■ **Dataset entries**:
* * *
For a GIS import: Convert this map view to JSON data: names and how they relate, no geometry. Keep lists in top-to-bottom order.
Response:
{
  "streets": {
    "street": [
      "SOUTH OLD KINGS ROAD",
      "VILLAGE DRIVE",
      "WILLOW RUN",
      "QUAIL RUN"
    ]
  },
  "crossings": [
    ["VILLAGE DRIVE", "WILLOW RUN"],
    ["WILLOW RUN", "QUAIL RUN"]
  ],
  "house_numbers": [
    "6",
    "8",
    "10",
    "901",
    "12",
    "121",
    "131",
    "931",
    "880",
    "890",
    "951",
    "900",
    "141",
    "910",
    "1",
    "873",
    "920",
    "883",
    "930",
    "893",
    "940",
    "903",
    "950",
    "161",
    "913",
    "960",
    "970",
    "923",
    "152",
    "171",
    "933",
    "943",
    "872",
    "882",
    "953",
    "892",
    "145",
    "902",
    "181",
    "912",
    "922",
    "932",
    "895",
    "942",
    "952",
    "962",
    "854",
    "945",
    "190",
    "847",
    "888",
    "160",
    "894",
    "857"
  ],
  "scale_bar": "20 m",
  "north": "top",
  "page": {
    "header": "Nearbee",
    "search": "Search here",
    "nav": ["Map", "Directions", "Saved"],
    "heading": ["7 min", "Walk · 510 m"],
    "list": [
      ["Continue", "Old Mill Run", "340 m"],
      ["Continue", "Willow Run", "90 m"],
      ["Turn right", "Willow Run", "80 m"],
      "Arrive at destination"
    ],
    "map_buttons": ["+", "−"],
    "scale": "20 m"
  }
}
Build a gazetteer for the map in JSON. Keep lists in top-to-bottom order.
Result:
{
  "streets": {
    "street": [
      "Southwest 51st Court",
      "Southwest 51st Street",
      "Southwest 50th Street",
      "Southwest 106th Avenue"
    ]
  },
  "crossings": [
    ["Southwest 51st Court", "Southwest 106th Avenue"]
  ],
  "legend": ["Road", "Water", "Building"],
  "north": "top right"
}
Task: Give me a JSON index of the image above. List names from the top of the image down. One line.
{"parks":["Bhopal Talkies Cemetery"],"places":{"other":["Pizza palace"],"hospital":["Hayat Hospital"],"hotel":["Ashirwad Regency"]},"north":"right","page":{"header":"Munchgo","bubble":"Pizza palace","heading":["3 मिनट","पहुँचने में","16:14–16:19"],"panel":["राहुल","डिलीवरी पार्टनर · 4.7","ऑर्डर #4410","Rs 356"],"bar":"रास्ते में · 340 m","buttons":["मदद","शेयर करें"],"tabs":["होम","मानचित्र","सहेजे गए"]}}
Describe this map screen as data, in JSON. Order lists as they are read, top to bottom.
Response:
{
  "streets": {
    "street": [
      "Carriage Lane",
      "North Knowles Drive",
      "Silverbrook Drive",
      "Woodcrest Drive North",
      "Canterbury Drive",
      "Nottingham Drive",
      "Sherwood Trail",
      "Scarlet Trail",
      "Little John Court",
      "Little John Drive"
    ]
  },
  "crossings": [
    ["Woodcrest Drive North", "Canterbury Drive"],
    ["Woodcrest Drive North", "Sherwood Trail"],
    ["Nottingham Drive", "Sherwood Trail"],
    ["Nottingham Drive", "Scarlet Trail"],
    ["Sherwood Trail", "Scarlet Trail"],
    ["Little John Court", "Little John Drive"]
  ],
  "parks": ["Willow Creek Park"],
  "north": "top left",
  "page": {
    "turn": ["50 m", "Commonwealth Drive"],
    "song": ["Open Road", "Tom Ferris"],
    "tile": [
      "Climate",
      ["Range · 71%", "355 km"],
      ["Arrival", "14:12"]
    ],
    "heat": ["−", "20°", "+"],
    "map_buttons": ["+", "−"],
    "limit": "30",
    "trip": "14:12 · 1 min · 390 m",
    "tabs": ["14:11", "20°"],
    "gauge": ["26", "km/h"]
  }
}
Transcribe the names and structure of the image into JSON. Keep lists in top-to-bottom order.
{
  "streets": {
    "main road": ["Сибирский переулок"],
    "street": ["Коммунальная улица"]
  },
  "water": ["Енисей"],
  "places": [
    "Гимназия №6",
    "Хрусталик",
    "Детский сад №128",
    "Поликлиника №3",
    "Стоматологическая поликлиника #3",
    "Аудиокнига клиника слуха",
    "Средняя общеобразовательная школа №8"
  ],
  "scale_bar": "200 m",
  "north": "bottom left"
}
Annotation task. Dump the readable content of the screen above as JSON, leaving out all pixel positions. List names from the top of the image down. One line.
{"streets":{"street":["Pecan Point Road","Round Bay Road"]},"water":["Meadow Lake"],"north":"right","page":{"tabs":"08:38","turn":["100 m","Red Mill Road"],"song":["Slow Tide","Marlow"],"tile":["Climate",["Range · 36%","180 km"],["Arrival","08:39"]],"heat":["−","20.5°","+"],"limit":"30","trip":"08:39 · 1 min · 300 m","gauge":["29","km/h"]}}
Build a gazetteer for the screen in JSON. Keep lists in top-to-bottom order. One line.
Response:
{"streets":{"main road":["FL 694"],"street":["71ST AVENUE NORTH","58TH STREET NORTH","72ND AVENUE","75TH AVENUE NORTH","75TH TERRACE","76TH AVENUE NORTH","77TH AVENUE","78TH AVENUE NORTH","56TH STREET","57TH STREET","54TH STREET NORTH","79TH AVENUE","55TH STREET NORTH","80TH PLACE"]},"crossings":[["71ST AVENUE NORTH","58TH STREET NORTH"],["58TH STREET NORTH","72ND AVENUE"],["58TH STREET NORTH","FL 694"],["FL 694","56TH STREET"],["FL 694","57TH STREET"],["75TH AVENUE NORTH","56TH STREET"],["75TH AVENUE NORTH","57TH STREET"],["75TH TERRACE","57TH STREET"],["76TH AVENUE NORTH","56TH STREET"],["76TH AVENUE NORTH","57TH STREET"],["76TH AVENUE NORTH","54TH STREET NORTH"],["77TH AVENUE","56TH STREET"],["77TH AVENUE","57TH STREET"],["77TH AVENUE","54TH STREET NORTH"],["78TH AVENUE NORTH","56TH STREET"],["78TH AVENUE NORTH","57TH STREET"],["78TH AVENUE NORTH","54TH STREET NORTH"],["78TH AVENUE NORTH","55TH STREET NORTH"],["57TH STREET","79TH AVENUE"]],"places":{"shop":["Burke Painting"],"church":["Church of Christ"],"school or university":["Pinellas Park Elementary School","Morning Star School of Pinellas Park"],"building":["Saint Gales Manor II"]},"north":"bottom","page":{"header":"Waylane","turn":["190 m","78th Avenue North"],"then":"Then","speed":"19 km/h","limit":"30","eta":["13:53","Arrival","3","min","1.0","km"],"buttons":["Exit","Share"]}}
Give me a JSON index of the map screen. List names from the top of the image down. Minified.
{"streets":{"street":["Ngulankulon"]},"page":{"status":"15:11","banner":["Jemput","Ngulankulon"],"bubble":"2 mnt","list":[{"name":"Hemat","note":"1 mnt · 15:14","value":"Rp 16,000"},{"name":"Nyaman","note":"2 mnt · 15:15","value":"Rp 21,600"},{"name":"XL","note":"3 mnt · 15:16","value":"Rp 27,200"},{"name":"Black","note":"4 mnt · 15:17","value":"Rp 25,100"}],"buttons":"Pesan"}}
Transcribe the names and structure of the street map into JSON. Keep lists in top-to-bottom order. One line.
* * *
■ **TASK TO COMPLETE**: Every entry needs to be written out again, exactly as given.

■ **TASK RESPONSE**:
For a GIS import: Convert this map view to JSON data: names and how they relate, no geometry. Keep lists in top-to-bottom order.
Response:
{
  "streets": {
    "street": [
      "SOUTH OLD KINGS ROAD",
      "VILLAGE DRIVE",
      "WILLOW RUN",
      "QUAIL RUN"
    ]
  },
  "crossings": [
    ["VILLAGE DRIVE", "WILLOW RUN"],
    ["WILLOW RUN", "QUAIL RUN"]
  ],
  "house_numbers": [
    "6",
    "8",
    "10",
    "901",
    "12",
    "121",
    "131",
    "931",
    "880",
    "890",
    "951",
    "900",
    "141",
    "910",
    "1",
    "873",
    "920",
    "883",
    "930",
    "893",
    "940",
    "903",
    "950",
    "161",
    "913",
    "960",
    "970",
    "923",
    "152",
    "171",
    "933",
    "943",
    "872",
    "882",
    "953",
    "892",
    "145",
    "902",
    "181",
    "912",
    "922",
    "932",
    "895",
    "942",
    "952",
    "962",
    "854",
    "945",
    "190",
    "847",
    "888",
    "160",
    "894",
    "857"
  ],
  "scale_bar": "20 m",
  "north": "top",
  "page": {
    "header": "Nearbee",
    "search": "Search here",
    "nav": ["Map", "Directions", "Saved"],
    "heading": ["7 min", "Walk · 510 m"],
    "list": [
      ["Continue", "Old Mill Run", "340 m"],
      ["Continue", "Willow Run", "90 m"],
      ["Turn right", "Willow Run", "80 m"],
      "Arrive at destination"
    ],
    "map_buttons": ["+", "−"],
    "scale": "20 m"
  }
}
Build a gazetteer for the map in JSON. Keep lists in top-to-bottom order.
Result:
{
  "streets": {
    "street": [
      "Southwest 51st Court",
      "Southwest 51st Street",
      "Southwest 50th Street",
      "Southwest 106th Avenue"
    ]
  },
  "crossings": [
    ["Southwest 51st Court", "Southwest 106th Avenue"]
  ],
  "legend": ["Road", "Water", "Building"],
  "north": "top right"
}
Task: Give me a JSON index of the image above. List names from the top of the image down. One line.
{"parks":["Bhopal Talkies Cemetery"],"places":{"other":["Pizza palace"],"hospital":["Hayat Hospital"],"hotel":["Ashirwad Regency"]},"north":"right","page":{"header":"Munchgo","bubble":"Pizza palace","heading":["3 मिनट","पहुँचने में","16:14–16:19"],"panel":["राहुल","डिलीवरी पार्टनर · 4.7","ऑर्डर #4410","Rs 356"],"bar":"रास्ते में · 340 m","buttons":["मदद","शेयर करें"],"tabs":["होम","मानचित्र","सहेजे गए"]}}
Describe this map screen as data, in JSON. Order lists as they are read, top to bottom.
Response:
{
  "streets": {
    "street": [
      "Carriage Lane",
      "North Knowles Drive",
      "Silverbrook Drive",
      "Woodcrest Drive North",
      "Canterbury Drive",
      "Nottingham Drive",
      "Sherwood Trail",
      "Scarlet Trail",
      "Little John Court",
      "Little John Drive"
    ]
  },
  "crossings": [
    ["Woodcrest Drive North", "Canterbury Drive"],
    ["Woodcrest Drive North", "Sherwood Trail"],
    ["Nottingham Drive", "Sherwood Trail"],
    ["Nottingham Drive", "Scarlet Trail"],
    ["Sherwood Trail", "Scarlet Trail"],
    ["Little John Court", "Little John Drive"]
  ],
  "parks": ["Willow Creek Park"],
  "north": "top left",
  "page": {
    "turn": ["50 m", "Commonwealth Drive"],
    "song": ["Open Road", "Tom Ferris"],
    "tile": [
      "Climate",
      ["Range · 71%", "355 km"],
      ["Arrival", "14:12"]
    ],
    "heat": ["−", "20°", "+"],
    "map_buttons": ["+", "−"],
    "limit": "30",
    "trip": "14:12 · 1 min · 390 m",
    "tabs": ["14:11", "20°"],
    "gauge": ["26", "km/h"]
  }
}
Transcribe the names and structure of the image into JSON. Keep lists in top-to-bottom order.
{
  "streets": {
    "main road": ["Сибирский переулок"],
    "street": ["Коммунальная улица"]
  },
  "water": ["Енисей"],
  "places": [
    "Гимназия №6",
    "Хрусталик",
    "Детский сад №128",
    "Поликлиника №3",
    "Стоматологическая поликлиника #3",
    "Аудиокнига клиника слуха",
    "Средняя общеобразовательная школа №8"
  ],
  "scale_bar": "200 m",
  "north": "bottom left"
}
Annotation task. Dump the readable content of the screen above as JSON, leaving out all pixel positions. List names from the top of the image down. One line.
{"streets":{"street":["Pecan Point Road","Round Bay Road"]},"water":["Meadow Lake"],"north":"right","page":{"tabs":"08:38","turn":["100 m","Red Mill Road"],"song":["Slow Tide","Marlow"],"tile":["Climate",["Range · 36%","180 km"],["Arrival","08:39"]],"heat":["−","20.5°","+"],"limit":"30","trip":"08:39 · 1 min · 300 m","gauge":["29","km/h"]}}
Build a gazetteer for the screen in JSON. Keep lists in top-to-bottom order. One line.
Response:
{"streets":{"main road":["FL 694"],"street":["71ST AVENUE NORTH","58TH STREET NORTH","72ND AVENUE","75TH AVENUE NORTH","75TH TERRACE","76TH AVENUE NORTH","77TH AVENUE","78TH AVENUE NORTH","56TH STREET","57TH STREET","54TH STREET NORTH","79TH AVENUE","55TH STREET NORTH","80TH PLACE"]},"crossings":[["71ST AVENUE NORTH","58TH STREET NORTH"],["58TH STREET NORTH","72ND AVENUE"],["58TH STREET NORTH","FL 694"],["FL 694","56TH STREET"],["FL 694","57TH STREET"],["75TH AVENUE NORTH","56TH STREET"],["75TH AVENUE NORTH","57TH STREET"],["75TH TERRACE","57TH STREET"],["76TH AVENUE NORTH","56TH STREET"],["76TH AVENUE NORTH","57TH STREET"],["76TH AVENUE NORTH","54TH STREET NORTH"],["77TH AVENUE","56TH STREET"],["77TH AVENUE","57TH STREET"],["77TH AVENUE","54TH STREET NORTH"],["78TH AVENUE NORTH","56TH STREET"],["78TH AVENUE NORTH","57TH STREET"],["78TH AVENUE NORTH","54TH STREET NORTH"],["78TH AVENUE NORTH","55TH STREET NORTH"],["57TH STREET","79TH AVENUE"]],"places":{"shop":["Burke Painting"],"church":["Church of Christ"],"school or university":["Pinellas Park Elementary School","Morning Star School of Pinellas Park"],"building":["Saint Gales Manor II"]},"north":"bottom","page":{"header":"Waylane","turn":["190 m","78th Avenue North"],"then":"Then","speed":"19 km/h","limit":"30","eta":["13:53","Arrival","3","min","1.0","km"],"buttons":["Exit","Share"]}}
Give me a JSON index of the map screen. List names from the top of the image down. Minified.
{"streets":{"street":["Ngulankulon"]},"page":{"status":"15:11","banner":["Jemput","Ngulankulon"],"bubble":"2 mnt","list":[{"name":"Hemat","note":"1 mnt · 15:14","value":"Rp 16,000"},{"name":"Nyaman","note":"2 mnt · 15:15","value":"Rp 21,600"},{"name":"XL","note":"3 mnt · 15:16","value":"Rp 27,200"},{"name":"Black","note":"4 mnt · 15:17","value":"Rp 25,100"}],"buttons":"Pesan"}}
Transcribe the names and structure of the street map into JSON. Keep lists in top-to-bottom order. One line.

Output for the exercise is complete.